**THE PROBLEM:**
Wherever the string "zarjub" appears in a line of the listing below, report that line.

# # # # # # #

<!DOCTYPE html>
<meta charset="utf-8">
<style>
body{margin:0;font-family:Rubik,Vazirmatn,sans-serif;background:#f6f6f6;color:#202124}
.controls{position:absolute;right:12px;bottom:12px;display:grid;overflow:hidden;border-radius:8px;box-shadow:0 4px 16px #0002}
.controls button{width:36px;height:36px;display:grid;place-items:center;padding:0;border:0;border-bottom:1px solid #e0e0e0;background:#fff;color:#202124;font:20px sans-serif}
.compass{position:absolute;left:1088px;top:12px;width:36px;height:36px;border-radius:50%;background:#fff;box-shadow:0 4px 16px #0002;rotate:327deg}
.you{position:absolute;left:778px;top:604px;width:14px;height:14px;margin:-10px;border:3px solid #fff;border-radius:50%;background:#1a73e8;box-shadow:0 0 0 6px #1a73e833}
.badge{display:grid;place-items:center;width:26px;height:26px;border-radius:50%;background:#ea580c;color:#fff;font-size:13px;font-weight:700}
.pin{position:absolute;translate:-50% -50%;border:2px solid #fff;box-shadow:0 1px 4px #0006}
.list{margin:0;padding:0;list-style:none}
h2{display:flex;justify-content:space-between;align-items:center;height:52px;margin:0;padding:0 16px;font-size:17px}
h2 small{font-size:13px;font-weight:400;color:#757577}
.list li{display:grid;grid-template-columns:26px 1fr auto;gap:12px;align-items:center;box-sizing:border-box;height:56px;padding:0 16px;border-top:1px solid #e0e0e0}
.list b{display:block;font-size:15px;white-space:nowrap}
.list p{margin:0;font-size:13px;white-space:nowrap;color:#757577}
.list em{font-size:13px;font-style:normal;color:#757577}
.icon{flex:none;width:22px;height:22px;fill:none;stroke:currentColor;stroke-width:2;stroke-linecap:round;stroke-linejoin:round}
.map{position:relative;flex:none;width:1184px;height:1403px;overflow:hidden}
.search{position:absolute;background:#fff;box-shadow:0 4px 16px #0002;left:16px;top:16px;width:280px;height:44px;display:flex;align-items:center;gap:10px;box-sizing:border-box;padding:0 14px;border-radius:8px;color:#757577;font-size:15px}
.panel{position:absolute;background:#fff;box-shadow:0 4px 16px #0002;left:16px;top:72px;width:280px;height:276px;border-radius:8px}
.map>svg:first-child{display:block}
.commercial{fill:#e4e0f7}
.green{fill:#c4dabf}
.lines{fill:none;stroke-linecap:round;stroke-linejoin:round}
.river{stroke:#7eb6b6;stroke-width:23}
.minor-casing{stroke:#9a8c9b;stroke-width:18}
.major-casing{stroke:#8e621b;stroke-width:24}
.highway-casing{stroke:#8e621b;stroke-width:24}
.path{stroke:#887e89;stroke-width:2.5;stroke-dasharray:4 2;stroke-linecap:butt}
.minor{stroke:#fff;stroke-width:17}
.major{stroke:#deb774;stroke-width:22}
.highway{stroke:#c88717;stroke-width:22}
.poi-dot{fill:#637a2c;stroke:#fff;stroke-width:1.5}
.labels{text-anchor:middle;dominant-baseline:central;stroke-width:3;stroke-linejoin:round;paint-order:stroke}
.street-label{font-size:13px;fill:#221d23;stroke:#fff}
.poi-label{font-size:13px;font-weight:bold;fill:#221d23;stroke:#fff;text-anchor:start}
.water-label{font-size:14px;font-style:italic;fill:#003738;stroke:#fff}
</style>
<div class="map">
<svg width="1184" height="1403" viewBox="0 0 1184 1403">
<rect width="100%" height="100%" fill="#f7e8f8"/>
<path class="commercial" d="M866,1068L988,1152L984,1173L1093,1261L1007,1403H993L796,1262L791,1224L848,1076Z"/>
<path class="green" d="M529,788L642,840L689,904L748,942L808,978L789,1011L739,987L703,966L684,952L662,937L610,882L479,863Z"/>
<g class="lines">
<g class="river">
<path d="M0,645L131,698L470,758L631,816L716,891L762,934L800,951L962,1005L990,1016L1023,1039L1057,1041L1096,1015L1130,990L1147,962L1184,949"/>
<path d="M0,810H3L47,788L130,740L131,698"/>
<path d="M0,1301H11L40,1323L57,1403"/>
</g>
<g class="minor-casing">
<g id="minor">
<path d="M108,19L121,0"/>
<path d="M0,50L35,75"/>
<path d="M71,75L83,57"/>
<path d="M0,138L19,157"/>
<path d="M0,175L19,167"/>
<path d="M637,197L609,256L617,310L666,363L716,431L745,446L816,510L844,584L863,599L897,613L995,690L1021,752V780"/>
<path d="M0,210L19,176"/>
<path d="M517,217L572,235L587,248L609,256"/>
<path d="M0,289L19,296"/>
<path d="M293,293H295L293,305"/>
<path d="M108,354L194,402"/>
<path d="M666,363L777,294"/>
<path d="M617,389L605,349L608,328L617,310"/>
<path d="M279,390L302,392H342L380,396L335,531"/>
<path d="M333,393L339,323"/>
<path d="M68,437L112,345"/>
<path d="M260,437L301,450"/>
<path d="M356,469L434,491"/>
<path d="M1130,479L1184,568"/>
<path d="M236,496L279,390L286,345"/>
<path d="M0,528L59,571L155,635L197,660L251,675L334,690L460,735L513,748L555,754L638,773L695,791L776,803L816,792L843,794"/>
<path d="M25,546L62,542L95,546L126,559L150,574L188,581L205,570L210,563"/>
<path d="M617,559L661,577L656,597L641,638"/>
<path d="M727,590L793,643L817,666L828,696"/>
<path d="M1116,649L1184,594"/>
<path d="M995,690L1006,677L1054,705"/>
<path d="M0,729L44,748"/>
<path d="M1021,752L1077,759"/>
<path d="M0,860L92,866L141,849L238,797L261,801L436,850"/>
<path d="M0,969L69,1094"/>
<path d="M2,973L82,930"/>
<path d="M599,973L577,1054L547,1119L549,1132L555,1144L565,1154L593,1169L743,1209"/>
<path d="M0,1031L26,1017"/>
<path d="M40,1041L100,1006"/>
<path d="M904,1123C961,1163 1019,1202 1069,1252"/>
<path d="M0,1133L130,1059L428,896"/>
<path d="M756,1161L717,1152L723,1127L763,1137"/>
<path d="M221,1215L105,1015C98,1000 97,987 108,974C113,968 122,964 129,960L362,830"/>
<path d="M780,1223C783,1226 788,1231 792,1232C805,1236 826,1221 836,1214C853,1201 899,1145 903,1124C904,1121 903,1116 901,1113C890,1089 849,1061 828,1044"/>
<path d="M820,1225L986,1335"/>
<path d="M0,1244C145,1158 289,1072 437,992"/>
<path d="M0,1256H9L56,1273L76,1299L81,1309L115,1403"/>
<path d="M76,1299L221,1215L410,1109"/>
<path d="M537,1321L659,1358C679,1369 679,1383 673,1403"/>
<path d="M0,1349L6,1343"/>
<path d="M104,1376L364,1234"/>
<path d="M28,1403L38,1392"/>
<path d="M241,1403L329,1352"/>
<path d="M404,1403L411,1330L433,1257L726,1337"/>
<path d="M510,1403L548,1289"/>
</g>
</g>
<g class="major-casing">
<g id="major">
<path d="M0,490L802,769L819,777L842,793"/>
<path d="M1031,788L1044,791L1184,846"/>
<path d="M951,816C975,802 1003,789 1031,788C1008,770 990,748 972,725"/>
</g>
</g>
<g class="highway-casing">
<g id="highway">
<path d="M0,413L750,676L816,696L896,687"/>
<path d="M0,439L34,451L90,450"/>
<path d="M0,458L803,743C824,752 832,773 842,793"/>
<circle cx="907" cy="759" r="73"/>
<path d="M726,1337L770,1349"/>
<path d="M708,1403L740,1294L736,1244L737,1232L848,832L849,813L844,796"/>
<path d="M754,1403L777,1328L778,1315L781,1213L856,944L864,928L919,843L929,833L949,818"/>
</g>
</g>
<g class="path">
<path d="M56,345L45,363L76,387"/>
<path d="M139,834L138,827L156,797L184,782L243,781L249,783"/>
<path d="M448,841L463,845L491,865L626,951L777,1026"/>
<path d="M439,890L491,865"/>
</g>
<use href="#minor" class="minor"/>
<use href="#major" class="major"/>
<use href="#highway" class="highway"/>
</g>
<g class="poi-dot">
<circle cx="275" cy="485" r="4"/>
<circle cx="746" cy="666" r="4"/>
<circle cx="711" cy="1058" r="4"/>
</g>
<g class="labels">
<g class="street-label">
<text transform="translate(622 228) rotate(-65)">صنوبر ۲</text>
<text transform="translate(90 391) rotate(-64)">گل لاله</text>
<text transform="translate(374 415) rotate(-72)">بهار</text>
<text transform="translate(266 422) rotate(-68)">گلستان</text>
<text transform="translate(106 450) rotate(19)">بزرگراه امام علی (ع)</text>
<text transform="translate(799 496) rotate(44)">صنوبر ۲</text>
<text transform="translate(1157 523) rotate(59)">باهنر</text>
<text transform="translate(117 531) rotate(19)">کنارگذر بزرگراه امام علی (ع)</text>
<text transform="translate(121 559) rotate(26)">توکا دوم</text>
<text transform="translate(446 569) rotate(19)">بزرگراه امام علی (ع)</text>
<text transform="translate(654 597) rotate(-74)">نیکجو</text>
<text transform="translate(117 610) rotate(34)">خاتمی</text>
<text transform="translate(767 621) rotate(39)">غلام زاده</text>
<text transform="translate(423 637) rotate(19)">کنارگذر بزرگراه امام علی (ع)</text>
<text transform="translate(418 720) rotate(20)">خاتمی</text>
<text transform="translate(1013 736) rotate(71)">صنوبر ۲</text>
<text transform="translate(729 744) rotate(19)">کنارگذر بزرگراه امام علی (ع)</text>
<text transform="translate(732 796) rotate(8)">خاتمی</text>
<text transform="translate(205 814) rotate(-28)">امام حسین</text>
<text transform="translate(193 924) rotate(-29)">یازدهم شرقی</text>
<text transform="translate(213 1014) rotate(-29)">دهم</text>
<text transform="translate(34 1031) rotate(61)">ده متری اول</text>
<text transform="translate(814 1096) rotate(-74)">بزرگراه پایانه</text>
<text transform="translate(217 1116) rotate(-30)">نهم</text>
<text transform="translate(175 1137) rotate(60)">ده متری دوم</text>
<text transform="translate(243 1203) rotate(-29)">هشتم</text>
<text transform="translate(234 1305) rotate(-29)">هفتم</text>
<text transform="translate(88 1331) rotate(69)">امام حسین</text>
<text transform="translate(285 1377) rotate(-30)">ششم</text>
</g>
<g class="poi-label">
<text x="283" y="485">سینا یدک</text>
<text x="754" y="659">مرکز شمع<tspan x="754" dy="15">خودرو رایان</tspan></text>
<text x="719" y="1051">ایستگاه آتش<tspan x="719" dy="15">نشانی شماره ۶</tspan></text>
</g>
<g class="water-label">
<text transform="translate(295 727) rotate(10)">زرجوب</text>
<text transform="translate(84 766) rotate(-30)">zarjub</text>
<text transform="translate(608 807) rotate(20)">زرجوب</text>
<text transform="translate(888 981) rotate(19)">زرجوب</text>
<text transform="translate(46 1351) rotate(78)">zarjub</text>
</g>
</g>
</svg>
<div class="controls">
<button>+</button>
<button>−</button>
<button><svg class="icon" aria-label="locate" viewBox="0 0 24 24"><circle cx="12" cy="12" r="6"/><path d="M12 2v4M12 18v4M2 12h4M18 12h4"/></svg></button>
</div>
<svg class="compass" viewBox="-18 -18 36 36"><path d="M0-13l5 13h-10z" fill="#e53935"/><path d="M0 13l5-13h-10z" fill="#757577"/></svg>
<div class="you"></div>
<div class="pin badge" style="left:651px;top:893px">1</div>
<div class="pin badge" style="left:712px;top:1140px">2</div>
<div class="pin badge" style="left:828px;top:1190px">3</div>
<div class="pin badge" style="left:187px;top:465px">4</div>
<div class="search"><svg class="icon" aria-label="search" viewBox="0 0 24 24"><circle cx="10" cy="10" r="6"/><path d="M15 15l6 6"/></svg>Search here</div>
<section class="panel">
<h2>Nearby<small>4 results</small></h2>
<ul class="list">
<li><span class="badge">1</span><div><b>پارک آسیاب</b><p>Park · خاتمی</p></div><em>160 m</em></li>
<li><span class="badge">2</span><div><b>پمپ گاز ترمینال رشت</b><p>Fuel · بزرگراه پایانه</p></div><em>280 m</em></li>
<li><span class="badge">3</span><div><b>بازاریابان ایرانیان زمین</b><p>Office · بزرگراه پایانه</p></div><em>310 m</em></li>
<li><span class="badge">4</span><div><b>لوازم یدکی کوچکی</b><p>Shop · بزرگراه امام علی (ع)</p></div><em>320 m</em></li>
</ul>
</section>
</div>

# # # # # # #

**OUTPUT BELOW:**
<text transform="translate(84 766) rotate(-30)">zarjub</text>
<text transform="translate(46 1351) rotate(78)">zarjub</text>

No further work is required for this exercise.